MESSINA. Venerdi 3 ottobre è morto Mario Falcone, scrittore e sceneggiatore messinese. Tra i tanti messaggi di cordoglio che i suoi amici messinesi gli hanno dedicato, pubblichiamo quello che abbiamo ricevuto da parte della scrittrice Nadia Terranova.

 

Non posso credere che Mario Falcone non ci sia più.
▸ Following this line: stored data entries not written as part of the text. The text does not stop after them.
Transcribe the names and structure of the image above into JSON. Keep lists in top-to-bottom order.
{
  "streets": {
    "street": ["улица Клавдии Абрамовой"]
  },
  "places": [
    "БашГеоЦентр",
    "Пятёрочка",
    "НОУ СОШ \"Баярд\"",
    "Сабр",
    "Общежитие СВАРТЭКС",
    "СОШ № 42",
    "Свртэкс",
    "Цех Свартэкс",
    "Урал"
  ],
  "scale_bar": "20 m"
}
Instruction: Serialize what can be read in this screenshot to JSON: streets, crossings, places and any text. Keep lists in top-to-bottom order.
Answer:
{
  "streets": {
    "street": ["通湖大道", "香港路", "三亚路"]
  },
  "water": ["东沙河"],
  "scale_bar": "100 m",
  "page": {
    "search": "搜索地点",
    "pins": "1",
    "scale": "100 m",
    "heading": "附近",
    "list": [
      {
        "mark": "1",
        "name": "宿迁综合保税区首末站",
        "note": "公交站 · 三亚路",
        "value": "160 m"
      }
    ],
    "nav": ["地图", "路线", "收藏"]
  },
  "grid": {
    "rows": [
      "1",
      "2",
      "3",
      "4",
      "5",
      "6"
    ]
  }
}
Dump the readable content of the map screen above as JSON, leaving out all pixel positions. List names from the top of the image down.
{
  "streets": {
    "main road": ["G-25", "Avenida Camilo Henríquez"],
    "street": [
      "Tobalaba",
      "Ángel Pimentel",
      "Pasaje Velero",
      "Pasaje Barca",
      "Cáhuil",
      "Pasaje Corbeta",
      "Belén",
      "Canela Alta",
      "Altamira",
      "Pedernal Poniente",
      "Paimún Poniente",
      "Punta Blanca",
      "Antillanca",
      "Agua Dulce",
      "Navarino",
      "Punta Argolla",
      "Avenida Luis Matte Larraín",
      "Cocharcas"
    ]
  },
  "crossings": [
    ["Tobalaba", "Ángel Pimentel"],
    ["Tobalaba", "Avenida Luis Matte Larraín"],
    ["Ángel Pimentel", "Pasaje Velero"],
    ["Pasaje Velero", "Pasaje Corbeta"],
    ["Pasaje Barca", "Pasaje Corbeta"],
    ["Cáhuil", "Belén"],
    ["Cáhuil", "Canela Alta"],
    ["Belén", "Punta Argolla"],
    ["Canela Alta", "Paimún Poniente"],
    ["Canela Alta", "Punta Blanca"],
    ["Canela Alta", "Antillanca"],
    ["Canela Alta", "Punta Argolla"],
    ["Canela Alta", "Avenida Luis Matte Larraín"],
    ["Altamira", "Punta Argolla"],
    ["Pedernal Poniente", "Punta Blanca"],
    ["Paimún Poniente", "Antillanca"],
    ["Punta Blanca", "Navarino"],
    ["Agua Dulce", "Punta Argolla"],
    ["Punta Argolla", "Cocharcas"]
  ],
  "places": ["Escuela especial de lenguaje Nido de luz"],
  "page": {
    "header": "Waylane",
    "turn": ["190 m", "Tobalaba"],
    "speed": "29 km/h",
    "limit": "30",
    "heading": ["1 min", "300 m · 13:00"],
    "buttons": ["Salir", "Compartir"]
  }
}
Rileggo l’ultimo scambio di messaggi, “Mariuzzo, siamo con te”, gli avevo scritto – io da sola, utilizzando con naturalezza un plurale, perché con Mario eravamo tutti, dalla parte sua, a incrociare le dita, fare il tifo, occuparci di come stava, tutta la comunità di amici che aveva creato all’interno del piccolo mondo letterario dello Stretto e di cui sono onorata di aver fatto parte da subito e fino all’ultimo istante.

Mario era, innanzitutto, un creatore di comunità: subito, quando aveva deciso di rientrare a Messina, dopo una vita da sceneggiatore a Roma, aveva messo in atto il suo progetto: chiamare in cerchio gli artisti della sua città e lasciar formare una rete dove tutti noi potessimo sentirci a casa, sia gli spatriati sia i residenti. Ci sono persone capaci di fondare un universo intero: Mario era tra questi. Oggi il suo universo messinese e romano, la sua famiglia di libri gatti e amici, è incredula: tra noi, messi e tenuti in rete da lui, ci mandiamo messaggi al limite dell’afasico, dello sconcerto.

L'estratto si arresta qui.